The AGs join others, including the American Medical Association, AARP, Public Citizen and the Alliance for Justice in pressing for passage of the legislation.
NLRB member quits after document leak
After coming under fire over allegations that he leaked confidential documents to former members, National Labor Relations Board member Terence F. Flynn announced that he would resign.
The resignation will be effective July 24, but Flynn immediately recused himself from all agency business and asked that President Obama withdraw his nomination for board member, according to an NLRB statement.
The resignation comes after NLRB Inspector General David Berry released reports concluding that Flynn had violated ethics rules by disclosing confidential information about board cases and activities to former board members Peter Kirsanow and Peter Schaumber when Flynn was serving as chief counsel to board member Brian Hayes.
The inspector general’s reports also concluded that Flynn attempted to conceal his actions by deleting some of the communications upon learning of the investigation.
At the time of the alleged information leaks, Kirsanow served in his current role as outside counsel for the National Association of Manufacturers, and Schaumber was labor advisor to the presidential campaign of former Massachusetts Gov. Mitt Romney. Schaumber stepped down from Romney’s campaign after the NLRB inspector general investigation began.

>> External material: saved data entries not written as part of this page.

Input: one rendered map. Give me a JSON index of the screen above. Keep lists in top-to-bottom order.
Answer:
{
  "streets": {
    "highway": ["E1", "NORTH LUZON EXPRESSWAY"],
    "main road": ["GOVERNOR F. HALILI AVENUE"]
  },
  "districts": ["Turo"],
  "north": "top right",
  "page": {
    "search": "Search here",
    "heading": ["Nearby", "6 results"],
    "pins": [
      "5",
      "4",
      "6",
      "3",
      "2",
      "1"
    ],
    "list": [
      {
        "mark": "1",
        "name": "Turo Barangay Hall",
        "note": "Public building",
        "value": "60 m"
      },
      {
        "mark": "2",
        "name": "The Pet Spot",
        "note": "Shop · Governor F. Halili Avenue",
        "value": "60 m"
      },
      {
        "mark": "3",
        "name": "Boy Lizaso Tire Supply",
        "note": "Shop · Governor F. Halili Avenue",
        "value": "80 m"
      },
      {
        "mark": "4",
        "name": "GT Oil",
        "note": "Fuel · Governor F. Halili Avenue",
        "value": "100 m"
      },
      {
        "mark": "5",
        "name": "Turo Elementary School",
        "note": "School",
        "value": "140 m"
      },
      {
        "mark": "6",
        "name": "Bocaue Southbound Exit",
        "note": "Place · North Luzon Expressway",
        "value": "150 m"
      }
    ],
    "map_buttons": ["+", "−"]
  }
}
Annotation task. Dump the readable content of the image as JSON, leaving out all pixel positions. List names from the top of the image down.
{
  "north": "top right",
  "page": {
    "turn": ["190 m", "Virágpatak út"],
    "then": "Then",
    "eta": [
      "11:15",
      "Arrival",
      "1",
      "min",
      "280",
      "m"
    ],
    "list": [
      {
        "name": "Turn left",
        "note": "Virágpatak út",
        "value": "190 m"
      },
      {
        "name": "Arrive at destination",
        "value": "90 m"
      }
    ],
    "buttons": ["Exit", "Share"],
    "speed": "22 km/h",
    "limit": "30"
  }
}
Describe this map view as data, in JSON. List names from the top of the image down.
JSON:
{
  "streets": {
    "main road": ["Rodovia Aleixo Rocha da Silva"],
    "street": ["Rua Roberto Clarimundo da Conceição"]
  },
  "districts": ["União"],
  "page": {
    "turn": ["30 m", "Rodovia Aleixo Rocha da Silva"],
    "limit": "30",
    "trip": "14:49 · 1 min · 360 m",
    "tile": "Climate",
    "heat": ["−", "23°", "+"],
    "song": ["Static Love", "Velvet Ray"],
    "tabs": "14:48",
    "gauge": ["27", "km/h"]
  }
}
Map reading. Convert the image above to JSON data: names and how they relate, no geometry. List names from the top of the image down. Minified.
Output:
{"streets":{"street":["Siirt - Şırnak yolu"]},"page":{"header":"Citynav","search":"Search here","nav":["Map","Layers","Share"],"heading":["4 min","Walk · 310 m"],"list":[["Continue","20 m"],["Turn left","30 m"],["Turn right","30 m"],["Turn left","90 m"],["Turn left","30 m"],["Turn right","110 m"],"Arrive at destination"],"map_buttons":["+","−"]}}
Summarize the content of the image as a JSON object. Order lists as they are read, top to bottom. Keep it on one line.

Berry’s findings will be forwarded to special counsel to determine if any federal laws were broken, and several members of Congress called on Flynn to resign based on the reports.
Flynn has denied wrongdoing.
Rule would boost nonbank oversight
The Consumer Financial Protection Bureau is proposing a regulation that would increase its oversight of nonbank entities such as mortgage lenders, mortgage servicers, payday lenders, consumer reporting agencies, debt collectors and money services companies.
The proposed rule would boost the agency’s authority to supervise nonbanks under the Dodd-Frank Wall Street Reform and Consumer Protection Act.
The act allows the CFPB to supervise nonbanks that the agency has reasonable cause to believe pose a risk to consumers based on consumer complaints or other information it receives.
The measure also specifies how such nonbank entities are to be notified of CFPB action and how they can respond.
“This is an important step in the development of our nonbank supervision program,” CFPB Director Richard Cordray said in a statement. “This proposal allows us to reach nonbanks that we would not otherwise supervise, while providing industry with a streamlined process that is fair and efficient.”